:: TASK OBJECTIVE ::
Copy out each line featuring the string "sizing" from the entries beneath.

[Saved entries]
%%

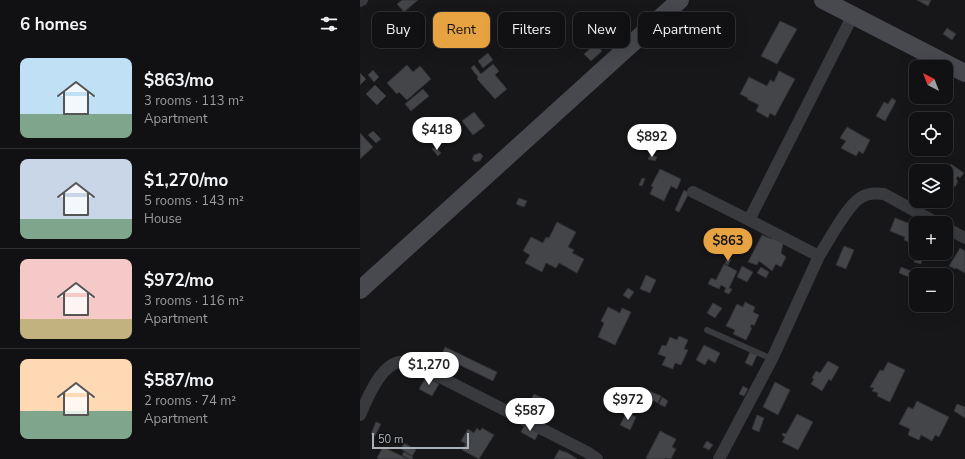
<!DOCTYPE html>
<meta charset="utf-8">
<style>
body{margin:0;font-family:"Nunito Sans",sans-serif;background:#1a1a1c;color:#f1f3f6;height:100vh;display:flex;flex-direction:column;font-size:15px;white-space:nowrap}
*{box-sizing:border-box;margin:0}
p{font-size:13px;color:#9c9da0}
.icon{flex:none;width:22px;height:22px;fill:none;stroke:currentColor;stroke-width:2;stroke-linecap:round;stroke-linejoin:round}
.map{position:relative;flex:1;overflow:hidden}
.sheet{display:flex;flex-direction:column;background:#111113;width:360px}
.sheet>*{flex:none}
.guide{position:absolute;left:12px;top:12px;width:380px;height:36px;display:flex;gap:8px}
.needle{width:26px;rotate:318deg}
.controls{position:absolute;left:549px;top:60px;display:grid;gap:8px}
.controls a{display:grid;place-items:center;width:44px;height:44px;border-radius:8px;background:#111113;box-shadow:0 4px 16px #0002,0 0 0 1px #303133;font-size:20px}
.scale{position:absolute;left:12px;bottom:10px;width:97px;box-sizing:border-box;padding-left:4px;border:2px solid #aab0b8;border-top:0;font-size:11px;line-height:14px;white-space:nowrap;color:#aab0b8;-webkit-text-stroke:3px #121214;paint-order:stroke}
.price{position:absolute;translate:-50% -34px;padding:0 9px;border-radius:14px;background:#fff;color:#222;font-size:13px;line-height:26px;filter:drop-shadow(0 1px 2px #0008)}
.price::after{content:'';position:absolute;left:50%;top:24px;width:12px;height:9px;margin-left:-6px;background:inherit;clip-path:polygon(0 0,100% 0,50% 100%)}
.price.current{background:#e7a241;color:#111}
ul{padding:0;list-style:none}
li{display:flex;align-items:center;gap:12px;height:100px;padding:0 20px}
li+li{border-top:1px solid #303133}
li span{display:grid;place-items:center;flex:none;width:112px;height:80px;border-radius:8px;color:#555}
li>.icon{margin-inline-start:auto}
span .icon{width:48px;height:48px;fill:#fffc;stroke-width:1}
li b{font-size:17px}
h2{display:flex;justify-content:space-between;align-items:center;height:48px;padding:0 20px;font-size:17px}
.pill{padding:0 14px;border-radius:8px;background:#111113;box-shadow:0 4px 16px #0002,0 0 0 1px #303133;font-size:14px;line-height:36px}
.pill.current{background:#e7a241;color:#111}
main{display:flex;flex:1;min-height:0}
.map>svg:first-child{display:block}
.building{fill:#444549;stroke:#313235}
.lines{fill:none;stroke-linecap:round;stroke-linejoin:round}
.lane{stroke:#383a3e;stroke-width:6}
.street{stroke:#383a3e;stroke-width:12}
.secondary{stroke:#47494e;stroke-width:18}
</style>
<main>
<section class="sheet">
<h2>6 homes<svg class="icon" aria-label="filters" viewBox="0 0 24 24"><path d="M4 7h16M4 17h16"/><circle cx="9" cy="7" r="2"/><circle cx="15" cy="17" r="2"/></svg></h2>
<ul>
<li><span style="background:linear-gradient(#bfe0f5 70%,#7fa58c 0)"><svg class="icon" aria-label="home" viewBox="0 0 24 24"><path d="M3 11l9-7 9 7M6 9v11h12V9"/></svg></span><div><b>$863/mo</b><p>3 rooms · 113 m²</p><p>Apartment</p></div></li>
<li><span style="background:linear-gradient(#c9d6e8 75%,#7fa58c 0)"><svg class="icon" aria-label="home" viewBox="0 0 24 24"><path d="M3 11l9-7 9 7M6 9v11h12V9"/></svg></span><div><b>$1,270/mo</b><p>5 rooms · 143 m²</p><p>House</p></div></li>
<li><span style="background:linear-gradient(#f6c9c9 75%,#c2b280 0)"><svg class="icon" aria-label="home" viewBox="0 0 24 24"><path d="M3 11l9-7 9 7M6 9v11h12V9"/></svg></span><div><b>$972/mo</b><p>3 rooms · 116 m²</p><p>Apartment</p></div></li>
<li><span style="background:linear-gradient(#ffd9b3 65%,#7fa58c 0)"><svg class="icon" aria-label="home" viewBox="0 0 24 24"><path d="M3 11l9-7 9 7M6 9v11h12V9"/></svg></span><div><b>$587/mo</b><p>2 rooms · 74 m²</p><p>Apartment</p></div></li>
</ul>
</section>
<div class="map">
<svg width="605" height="459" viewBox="0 0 605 459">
<rect width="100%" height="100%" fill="#171719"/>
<g class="building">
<path d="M 42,0 L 58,0 L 44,12 L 37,4 Z"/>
<path d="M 557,0 L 571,0 L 568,6 Z"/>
<path d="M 420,21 L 437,29 L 417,64 L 401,56 Z"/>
<path d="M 587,28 L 596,34 L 592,40 L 583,34 Z"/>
<path d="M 232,40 L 242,51 L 231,61 L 224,54 L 231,48 L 227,44 Z"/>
<path d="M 128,53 L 133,60 L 123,68 L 118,61 Z"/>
<path d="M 133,64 L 139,71 L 135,75 L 147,89 L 135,99 L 117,79 L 118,77 L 111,68 L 114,65 L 121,74 Z"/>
<path d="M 47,65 L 53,72 L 60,66 L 71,79 L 47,100 L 39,92 L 37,94 L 27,83 Z"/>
<path d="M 13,70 L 19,77 L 14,82 L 8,75 Z"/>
<path d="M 419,71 L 435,79 L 415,116 L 410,113 L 408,118 L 396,111 L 399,105 L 387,99 L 388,98 L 380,94 L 389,77 L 407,86 L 410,80 L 414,82 Z"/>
<path d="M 0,73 L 6,79 L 0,85 Z"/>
<path d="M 15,85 L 26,96 L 17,105 L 6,94 Z"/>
<path d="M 63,89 L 69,96 L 51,111 L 45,104 Z"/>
<path d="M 532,98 L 536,101 L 525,121 L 516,116 L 524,102 L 528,104 Z"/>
<path d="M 114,112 L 125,126 L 113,135 L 102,121 Z"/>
<path d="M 487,127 L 510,140 L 503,154 L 499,151 L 496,156 L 481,148 L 486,141 L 480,138 Z"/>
<path d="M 13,131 L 21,139 L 16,143 L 8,135 Z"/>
<path d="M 0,133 L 13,147 L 0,159 Z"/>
<path d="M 76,147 L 81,153 L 78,156 L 72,149 Z"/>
<path d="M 120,153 L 123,156 L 120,161 L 115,162 L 112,159 L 114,155 Z"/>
<path d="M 290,155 L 297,157 L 295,161 L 288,159 Z"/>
<path d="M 591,164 L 604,173 L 600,178 L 598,176 L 596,179 L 598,181 L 595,187 L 586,179 L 586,171 Z"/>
<path d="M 300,169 L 321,179 L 317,189 L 311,186 L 304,201 L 290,194 L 293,187 L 291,186 Z"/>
<path d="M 282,178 L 285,179 L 282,186 L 279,185 Z"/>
<path d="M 324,190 L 329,193 L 319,212 L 315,210 Z"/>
<path d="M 159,198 L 167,201 L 164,207 L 156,204 Z"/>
<path d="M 535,218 L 556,226 L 556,230 L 551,243 L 544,240 L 545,237 L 530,231 Z"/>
<path d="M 197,222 L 216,232 L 208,247 L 214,250 L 212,253 L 224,259 L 217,273 L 199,263 L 196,268 L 186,263 L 182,272 L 165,263 L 170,255 L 163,251 L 171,237 L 183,243 L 186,237 L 189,238 Z"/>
<path d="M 402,235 L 412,239 L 414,237 L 423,244 L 421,253 L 426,257 L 421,267 L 416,264 L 412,271 L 399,261 L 397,265 L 388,262 Z"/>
<path d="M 484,246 L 494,250 L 486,269 L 476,265 Z"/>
<path d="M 600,248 L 605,251 L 605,273 L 596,268 L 595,269 L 589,266 Z"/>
<path d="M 557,253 L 564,253 L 561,264 L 554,262 Z"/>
<path d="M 367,258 L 371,260 L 368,265 L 365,264 Z"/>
<path d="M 364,264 L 377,271 L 369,288 L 372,289 L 369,294 L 364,292 L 366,288 L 361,285 L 359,289 L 348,284 L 351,278 L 356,280 Z"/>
<path d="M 382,266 L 393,272 L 387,282 L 377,277 Z"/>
<path d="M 401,267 L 409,272 L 406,278 L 397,273 Z"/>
<path d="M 541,267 L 551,271 L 549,277 L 539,273 Z"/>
<path d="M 286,275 L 296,280 L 290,293 L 280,289 Z"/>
<path d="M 268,288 L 274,292 L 269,299 L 263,295 Z"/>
<path d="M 385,302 L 395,307 L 393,312 L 399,315 L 394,326 L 392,324 L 390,327 L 392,328 L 386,340 L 373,334 L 375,330 L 366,326 L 377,304 L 383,307 Z"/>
<path d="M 353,303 L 362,308 L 355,318 L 347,313 Z"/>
<path d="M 248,307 L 260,313 L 262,308 L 271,312 L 255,345 L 238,337 L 244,323 L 241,321 Z"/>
<path d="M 319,336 L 328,340 L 324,349 L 328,350 L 321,365 L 315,363 L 313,369 L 302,365 L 306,357 L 298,354 L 302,345 L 306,346 L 310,337 L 317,340 Z"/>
<path d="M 344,345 L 360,353 L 355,363 L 348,359 L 345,365 L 336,360 Z"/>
<path d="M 85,347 L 137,372 L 133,381 L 81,356 Z"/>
<path d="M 390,352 L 397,355 L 392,366 L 385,363 Z"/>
<path d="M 468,361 L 479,367 L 471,381 L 469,379 L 462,391 L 451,384 L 454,379 L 452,378 L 456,371 L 460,373 Z"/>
<path d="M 528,362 L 545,370 L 530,402 L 517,396 L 518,393 L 512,391 L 514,388 L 510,387 L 520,370 L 523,371 Z"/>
<path d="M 66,377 L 79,384 L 72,396 L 59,389 Z"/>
<path d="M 415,382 L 430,390 L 418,415 L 403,407 Z"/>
<path d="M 383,386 L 388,389 L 384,396 L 379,394 Z"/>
<path d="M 289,391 L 301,396 L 298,403 L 286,397 Z"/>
<path d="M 174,394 L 193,403 L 190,411 L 170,402 Z"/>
<path d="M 261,397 L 267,400 L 262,410 L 256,407 Z"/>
<path d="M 302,397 L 308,401 L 305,407 L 299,404 Z"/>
<path d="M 267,399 L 272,401 L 268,410 L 263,408 Z"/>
<path d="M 557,401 L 589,417 L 579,437 L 575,435 L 572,441 L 561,435 L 559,440 L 548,435 L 550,429 L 539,424 L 548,407 L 553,409 Z"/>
<path d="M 597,404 L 605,407 L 605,418 L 594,411 Z"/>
<path d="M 267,412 L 276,417 L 270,430 L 260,425 Z"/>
<path d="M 437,414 L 453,422 L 438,450 L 422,442 L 425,437 L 422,435 L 423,433 L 426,434 Z"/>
<path d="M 397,415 L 404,418 L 399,432 L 392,429 Z"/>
<path d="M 16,422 L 21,424 L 15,436 L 11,434 Z"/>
<path d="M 165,424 L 179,432 L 175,440 L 161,432 Z"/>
<path d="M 117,428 L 120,431 L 122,428 L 134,435 L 119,459 L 102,450 L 106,444 L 101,441 L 108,429 L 114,433 Z"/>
<path d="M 300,431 L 316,439 L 312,447 L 316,449 L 311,459 L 305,458 L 304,459 L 289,459 L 286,458 Z"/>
<path d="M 347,441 L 353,445 L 349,450 L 343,447 Z"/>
<path d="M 44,443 L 56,450 L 52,456 L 41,449 Z"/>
<path d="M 23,447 L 48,459 L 19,459 L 17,458 Z"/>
<path d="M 199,450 L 208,453 L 217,459 L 194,459 Z"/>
<path d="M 44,452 L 53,457 L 52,459 L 49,459 L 42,455 Z"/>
</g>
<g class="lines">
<path class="lane" d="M 347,330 L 412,359"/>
<g class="street">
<path d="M 0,1 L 2,0"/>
<path d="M 493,15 L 389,220 L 459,256 C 468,242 487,206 500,198 C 506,194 516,193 524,194 L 577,223"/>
<path d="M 333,192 L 389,220"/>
<path d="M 586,228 L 605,238"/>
<path d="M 0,415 C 7,399 23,358 45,362 C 52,364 59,368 66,370 L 227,452 L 237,459"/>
<path d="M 359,459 L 412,359 L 459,256"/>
</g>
<g class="secondary">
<path d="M 463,0 L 605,73"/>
<path d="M 0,290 L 320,0"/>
</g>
</g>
</svg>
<div class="controls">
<a><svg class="needle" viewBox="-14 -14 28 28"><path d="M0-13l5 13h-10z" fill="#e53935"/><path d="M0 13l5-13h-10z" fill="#9c9da0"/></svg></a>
<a><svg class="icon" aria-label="locate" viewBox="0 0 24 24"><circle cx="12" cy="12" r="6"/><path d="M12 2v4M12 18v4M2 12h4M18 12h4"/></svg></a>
<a><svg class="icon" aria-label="layers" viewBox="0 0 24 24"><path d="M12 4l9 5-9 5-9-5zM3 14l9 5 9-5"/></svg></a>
<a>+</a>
<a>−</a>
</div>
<div class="scale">50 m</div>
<b class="price" style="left:77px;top:151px">$418</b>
<b class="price" style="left:292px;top:158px">$892</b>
<b class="price current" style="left:368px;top:262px">$863</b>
<b class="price" style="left:69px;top:386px">$1,270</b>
<b class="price" style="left:268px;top:421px">$972</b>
<b class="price" style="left:170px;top:432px">$587</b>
<div class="guide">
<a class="pill">Buy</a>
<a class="pill current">Rent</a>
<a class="pill">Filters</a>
<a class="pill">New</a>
<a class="pill">Apartment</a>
</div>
</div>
</main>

%%

:: ANSWER TO THIS PROBLEM ::
*{box-sizing:border-box;margin:0}
.scale{position:absolute;left:12px;bottom:10px;width:97px;box-sizing:border-box;padding-left:4px;border:2px solid #aab0b8;border-top:0;font-size:11px;line-height:14px;white-space:nowrap;color:#aab0b8;-webkit-text-stroke:3px #121214;paint-order:stroke}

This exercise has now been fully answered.